Professionals from Pune double up as mentors to rural kids

Written By Sandip Kolhatkar | Updated:

5,000 students from the state's remote areas have benefited from a noble group of professionals.

As the government is trying to bridge the gap between the country’s urban and rural areas, a group of working professionals in Pune have created a unique concept called ‘Urban to Rural Student Mentoring.’

This endeavour sees a group comprising 70 to 80 professionals — some of them self-employed — reaching out to rural students from remote areas with pamphlets pasted outside schools bearing a mobile number and a note reading: ‘What do you aspire to be? If you need assistance, please call on the number below’.

If a student aspires to be a mechanical engineer, his message would be sent to an engineer with experience in a reputed company who would take on the responsibility of guiding the student towards his goal.

“Two years ago, we started this project after feeling that rural students find it difficult to choose the right career option compared to their urban counterparts; and the main reason for this is the lack of proper career guidance and mentoring,” said Ravi Ghate, director of SMSONE and the brain behind the project.

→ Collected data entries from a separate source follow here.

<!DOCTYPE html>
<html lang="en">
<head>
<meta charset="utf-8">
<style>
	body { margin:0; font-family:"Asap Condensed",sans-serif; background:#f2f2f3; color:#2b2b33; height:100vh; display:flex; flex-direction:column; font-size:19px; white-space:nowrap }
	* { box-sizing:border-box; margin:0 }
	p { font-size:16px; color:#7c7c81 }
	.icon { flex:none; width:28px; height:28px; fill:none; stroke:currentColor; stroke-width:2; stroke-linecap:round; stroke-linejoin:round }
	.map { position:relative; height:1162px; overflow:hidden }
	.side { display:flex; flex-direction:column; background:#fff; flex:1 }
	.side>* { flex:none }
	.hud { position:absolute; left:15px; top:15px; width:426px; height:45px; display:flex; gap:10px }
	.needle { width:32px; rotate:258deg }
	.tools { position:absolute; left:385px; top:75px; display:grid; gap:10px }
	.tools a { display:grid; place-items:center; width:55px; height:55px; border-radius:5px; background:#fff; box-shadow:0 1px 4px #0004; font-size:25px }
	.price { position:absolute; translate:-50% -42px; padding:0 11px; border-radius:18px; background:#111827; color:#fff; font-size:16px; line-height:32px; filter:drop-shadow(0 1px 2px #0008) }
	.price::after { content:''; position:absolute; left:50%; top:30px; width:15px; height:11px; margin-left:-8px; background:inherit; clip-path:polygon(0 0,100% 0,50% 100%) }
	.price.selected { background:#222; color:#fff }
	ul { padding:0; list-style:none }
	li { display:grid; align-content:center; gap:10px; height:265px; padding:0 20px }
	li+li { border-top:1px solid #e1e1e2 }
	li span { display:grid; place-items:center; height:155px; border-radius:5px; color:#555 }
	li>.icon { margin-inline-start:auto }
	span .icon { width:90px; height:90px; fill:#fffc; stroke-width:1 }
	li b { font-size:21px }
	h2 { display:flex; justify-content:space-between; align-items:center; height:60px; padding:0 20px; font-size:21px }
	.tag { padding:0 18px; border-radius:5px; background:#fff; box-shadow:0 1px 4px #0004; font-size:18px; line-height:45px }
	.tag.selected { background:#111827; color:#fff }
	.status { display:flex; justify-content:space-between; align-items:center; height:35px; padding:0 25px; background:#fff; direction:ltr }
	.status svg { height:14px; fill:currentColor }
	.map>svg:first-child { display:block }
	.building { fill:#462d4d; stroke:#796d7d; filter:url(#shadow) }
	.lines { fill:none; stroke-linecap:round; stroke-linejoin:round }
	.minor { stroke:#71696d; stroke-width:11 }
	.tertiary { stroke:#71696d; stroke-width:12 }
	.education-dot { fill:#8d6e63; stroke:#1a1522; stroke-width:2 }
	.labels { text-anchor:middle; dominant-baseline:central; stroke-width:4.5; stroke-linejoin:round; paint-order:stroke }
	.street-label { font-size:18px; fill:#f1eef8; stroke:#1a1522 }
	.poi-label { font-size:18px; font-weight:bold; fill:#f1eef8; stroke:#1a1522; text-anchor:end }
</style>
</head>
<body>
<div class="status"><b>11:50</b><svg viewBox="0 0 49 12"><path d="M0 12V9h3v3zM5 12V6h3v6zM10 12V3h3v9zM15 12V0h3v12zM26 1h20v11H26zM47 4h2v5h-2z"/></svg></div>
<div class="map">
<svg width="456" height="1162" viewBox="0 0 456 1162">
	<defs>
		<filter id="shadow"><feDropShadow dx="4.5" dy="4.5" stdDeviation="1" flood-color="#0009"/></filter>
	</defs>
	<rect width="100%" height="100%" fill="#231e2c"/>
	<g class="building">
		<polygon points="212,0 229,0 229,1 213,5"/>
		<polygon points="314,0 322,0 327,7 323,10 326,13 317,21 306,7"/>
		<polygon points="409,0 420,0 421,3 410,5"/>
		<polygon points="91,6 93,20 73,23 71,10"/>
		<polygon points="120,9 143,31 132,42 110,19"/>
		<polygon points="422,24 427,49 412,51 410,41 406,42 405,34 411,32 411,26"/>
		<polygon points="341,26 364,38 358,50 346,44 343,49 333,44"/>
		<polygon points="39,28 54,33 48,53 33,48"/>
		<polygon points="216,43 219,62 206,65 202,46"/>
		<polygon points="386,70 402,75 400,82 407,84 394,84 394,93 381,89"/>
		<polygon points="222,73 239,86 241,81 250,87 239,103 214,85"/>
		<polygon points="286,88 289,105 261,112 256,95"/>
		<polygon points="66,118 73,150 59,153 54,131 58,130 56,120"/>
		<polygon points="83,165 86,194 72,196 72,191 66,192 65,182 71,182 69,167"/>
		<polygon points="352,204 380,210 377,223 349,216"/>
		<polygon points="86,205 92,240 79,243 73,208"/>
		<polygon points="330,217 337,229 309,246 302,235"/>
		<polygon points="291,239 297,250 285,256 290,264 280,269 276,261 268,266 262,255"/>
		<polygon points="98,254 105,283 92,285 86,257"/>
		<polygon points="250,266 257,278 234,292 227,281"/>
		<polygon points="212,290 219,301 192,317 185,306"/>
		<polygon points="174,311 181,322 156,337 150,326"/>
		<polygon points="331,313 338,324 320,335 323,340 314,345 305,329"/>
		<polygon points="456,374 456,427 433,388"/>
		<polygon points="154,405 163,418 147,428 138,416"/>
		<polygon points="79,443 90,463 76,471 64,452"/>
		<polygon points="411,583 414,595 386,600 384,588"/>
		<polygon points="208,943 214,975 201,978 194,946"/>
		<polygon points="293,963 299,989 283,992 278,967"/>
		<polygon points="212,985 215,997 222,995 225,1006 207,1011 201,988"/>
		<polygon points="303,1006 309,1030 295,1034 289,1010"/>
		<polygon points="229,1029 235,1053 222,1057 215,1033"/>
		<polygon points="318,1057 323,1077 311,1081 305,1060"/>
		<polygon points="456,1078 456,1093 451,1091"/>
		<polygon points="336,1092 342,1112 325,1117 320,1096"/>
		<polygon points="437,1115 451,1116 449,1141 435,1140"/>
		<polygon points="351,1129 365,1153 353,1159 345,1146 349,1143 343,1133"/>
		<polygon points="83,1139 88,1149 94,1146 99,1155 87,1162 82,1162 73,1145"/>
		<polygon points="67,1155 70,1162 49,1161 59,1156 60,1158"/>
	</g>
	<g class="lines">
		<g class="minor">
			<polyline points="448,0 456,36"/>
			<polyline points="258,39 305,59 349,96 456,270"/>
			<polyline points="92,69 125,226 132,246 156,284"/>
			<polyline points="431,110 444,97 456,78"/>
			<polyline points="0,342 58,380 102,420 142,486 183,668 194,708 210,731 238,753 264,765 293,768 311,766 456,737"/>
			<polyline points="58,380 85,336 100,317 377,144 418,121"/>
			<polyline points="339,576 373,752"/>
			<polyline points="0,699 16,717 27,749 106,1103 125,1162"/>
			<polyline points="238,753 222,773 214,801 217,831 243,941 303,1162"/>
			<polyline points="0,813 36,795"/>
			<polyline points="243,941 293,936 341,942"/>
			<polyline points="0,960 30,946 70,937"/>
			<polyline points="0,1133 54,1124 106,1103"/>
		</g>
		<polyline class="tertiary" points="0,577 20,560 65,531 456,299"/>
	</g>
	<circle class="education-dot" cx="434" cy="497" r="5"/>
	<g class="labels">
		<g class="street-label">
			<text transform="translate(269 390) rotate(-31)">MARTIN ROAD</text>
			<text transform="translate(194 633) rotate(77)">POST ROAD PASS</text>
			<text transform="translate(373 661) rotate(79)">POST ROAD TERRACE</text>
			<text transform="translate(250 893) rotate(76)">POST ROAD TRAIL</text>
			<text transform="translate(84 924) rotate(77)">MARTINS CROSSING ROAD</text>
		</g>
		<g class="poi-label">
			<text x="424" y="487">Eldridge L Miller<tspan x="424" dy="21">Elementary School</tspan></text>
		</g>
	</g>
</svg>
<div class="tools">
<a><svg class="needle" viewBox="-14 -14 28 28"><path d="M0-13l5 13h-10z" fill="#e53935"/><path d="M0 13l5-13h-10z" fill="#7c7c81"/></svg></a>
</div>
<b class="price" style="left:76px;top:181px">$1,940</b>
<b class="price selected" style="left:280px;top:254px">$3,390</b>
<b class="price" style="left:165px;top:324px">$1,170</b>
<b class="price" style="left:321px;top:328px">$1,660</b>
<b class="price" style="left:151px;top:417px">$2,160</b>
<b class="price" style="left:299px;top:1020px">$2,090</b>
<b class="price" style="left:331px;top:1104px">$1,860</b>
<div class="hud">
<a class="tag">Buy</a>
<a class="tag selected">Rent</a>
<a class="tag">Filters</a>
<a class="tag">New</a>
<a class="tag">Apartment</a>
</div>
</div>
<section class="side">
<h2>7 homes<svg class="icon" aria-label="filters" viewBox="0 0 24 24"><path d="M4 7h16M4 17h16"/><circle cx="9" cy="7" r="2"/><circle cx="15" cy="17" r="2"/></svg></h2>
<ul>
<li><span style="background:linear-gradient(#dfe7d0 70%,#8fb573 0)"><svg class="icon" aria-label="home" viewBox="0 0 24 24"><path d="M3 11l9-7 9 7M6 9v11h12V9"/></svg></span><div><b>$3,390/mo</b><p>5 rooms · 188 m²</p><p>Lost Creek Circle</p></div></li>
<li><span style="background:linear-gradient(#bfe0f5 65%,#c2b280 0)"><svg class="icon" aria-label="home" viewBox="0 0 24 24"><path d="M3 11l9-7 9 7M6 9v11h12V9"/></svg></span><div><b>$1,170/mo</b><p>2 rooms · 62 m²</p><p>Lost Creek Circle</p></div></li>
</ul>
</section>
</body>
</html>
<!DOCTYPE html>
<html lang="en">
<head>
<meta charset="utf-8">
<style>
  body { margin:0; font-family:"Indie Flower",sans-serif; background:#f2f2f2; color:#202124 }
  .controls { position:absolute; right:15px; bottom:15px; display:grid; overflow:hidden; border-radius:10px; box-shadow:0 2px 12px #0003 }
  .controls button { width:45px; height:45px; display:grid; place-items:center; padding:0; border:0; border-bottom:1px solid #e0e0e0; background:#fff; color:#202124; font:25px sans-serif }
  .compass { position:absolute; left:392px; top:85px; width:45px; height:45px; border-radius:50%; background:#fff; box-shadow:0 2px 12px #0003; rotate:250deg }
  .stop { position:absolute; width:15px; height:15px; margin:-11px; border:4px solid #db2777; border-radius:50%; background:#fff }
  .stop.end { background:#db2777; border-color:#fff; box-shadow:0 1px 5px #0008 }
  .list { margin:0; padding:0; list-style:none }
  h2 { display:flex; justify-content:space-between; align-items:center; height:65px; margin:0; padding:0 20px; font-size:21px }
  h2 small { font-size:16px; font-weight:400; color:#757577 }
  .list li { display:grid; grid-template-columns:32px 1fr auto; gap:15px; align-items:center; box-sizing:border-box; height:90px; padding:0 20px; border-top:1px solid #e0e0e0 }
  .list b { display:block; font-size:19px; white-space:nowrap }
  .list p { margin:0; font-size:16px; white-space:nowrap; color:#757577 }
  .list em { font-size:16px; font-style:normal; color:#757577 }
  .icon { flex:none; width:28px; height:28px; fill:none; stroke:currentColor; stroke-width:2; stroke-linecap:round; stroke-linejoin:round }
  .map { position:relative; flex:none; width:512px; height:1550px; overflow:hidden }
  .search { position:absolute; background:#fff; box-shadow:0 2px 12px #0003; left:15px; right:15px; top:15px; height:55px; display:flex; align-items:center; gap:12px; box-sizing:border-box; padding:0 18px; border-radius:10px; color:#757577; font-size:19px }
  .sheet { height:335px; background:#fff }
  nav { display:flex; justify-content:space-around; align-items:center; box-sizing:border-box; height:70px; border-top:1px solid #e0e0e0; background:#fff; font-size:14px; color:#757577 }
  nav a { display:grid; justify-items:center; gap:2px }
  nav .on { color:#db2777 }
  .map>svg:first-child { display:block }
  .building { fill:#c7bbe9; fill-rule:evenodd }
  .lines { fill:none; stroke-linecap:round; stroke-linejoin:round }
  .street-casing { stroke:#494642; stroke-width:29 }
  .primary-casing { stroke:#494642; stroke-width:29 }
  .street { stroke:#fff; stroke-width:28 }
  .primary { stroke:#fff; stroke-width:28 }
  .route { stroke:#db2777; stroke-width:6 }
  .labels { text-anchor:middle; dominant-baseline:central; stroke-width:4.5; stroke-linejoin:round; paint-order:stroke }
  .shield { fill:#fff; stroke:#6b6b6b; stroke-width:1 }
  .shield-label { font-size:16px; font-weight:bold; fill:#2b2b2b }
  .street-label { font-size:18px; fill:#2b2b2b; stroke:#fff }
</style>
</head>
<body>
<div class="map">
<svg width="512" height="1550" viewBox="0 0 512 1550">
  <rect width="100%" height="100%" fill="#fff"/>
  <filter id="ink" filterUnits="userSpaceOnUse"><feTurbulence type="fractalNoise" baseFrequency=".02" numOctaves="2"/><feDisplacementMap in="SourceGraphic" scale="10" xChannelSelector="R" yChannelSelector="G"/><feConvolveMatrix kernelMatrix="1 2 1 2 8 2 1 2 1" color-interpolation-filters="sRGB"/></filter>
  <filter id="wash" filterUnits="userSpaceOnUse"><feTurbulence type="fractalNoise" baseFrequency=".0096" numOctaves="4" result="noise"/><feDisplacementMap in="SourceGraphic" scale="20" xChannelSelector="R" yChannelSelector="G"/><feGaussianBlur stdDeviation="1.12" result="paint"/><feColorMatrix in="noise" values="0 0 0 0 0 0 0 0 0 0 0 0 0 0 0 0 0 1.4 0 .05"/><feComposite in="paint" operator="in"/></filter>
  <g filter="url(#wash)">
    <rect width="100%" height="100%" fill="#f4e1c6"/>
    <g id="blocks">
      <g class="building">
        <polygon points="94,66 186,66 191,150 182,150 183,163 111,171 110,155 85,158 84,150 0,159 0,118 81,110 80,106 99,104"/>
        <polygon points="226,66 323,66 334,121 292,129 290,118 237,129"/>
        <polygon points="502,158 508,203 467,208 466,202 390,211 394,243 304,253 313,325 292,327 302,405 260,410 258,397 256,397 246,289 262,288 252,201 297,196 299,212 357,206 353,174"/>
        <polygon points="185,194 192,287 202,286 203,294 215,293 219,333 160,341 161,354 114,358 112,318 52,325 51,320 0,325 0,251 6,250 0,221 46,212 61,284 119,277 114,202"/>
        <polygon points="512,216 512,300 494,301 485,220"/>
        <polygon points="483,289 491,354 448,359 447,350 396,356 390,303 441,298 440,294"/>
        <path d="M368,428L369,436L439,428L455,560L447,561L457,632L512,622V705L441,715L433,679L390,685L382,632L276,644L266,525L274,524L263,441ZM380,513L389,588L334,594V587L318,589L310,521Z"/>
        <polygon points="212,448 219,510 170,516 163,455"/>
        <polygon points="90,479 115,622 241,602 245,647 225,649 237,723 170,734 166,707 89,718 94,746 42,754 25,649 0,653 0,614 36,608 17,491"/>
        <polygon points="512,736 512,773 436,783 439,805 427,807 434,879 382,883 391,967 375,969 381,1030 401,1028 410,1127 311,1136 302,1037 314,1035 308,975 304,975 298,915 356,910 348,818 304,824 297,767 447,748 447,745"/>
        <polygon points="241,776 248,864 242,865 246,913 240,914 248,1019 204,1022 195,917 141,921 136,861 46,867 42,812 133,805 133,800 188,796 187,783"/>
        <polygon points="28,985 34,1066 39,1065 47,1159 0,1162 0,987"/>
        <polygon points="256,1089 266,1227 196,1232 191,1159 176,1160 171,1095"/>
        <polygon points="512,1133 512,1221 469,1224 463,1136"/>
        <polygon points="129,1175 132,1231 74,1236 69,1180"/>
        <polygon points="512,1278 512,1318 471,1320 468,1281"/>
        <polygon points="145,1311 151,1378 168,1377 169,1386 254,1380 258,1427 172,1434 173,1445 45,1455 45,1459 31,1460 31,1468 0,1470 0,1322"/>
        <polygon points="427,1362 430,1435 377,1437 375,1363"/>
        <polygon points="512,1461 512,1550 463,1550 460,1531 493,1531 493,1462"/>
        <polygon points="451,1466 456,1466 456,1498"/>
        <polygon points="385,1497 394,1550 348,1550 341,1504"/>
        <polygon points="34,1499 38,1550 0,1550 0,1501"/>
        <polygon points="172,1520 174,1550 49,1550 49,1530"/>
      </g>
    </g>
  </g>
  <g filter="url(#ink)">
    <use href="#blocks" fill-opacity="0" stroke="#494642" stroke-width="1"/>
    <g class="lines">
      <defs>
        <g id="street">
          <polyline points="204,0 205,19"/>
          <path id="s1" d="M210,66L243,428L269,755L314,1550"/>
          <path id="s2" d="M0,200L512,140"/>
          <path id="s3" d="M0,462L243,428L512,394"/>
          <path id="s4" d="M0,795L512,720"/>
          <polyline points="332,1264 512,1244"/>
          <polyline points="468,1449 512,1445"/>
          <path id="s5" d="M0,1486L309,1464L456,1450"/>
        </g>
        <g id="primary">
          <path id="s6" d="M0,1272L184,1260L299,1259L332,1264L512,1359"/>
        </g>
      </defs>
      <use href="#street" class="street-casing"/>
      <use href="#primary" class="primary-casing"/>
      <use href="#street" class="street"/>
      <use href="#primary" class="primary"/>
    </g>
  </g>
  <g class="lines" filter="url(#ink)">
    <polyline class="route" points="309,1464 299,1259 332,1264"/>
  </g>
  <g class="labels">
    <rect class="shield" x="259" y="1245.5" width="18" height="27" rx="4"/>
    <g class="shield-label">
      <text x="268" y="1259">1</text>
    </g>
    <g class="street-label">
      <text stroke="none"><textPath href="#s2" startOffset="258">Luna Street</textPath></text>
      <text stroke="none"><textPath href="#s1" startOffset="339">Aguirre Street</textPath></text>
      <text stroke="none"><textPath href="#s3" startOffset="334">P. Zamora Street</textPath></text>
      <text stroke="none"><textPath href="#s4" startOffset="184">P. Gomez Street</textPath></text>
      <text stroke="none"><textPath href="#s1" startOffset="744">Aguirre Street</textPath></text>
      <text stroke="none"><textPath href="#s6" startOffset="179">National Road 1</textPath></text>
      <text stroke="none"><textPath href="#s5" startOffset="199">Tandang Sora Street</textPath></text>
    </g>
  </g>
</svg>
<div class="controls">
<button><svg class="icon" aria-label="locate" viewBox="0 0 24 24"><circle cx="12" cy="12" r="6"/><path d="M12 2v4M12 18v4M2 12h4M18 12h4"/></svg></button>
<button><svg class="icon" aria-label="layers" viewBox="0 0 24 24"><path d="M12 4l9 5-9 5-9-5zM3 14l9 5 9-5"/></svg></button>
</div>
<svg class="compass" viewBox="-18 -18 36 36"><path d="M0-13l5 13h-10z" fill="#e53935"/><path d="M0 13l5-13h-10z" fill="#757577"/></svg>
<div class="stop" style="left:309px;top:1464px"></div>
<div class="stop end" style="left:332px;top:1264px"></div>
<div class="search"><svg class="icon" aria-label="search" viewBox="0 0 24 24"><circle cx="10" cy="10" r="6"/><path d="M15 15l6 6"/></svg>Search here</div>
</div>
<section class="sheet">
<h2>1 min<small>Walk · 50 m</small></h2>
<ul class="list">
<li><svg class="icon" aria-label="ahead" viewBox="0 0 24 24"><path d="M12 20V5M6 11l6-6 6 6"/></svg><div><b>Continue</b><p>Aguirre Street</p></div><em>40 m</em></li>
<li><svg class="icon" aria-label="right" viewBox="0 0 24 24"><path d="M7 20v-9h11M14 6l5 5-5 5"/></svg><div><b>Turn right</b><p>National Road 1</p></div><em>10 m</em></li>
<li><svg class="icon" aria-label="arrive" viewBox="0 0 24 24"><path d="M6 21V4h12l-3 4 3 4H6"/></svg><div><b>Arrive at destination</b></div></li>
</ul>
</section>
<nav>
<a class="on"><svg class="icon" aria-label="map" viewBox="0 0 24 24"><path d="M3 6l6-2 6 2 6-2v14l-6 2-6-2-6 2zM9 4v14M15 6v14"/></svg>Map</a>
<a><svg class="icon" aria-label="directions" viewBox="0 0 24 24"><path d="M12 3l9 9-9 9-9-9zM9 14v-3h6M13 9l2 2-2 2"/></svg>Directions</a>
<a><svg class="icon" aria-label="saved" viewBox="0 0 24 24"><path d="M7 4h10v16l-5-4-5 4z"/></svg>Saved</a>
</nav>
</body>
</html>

He said that the concept took root during discussions with friends.

Ghate’s friends were either employed by big firms or were running their own enterprises.

“We went to rural areas in districts like Ahmednagar, Solapur, Sangali, Akola, Yawatmal, Dhule, Wardha and started pasting pamphlets outside schools immediately after the class 12 examinations were over,” said Ghate.

After some days,  calls and messages started pouring in and several students and parents started calling, seeking assistance.

“We then, as per the category, distributed the messages to working professionals related to the respective fields and these mentors started calling the students,” he said.

Akshay Shinde, 19, from Karmala in Solapur district, who is now studying to become a mechanical engineer, was one such person who got the right guidance from his mentor Jaideep Pathare, who is self-employed.

“In the HSC exams, I secured 86 per cent; however, as my family was not educated, i was confused as to which stream I should choose. Later, I came across the pamphlet and called up the number and expressed that I would like to be an engineer and sought assistance,” said Akshay, whose father is a gardener. “On the same evening, Jaideep sir called me and told me that he would be mentoring me to achieve my goal. Thereafter, he started giving me information on entrance tests. He checked my aptitude and told me that I should take up mechanical engineering.”

Jaideep provided Akshay with study material for the entrance exam, helped him clear the entrance test and gain admission to AISSMS college of Engineering in Pune.

While talking to dna, Jaideep said that more than 10,000 students with a rural  background had called the group, and 5000 students have benefited from the project.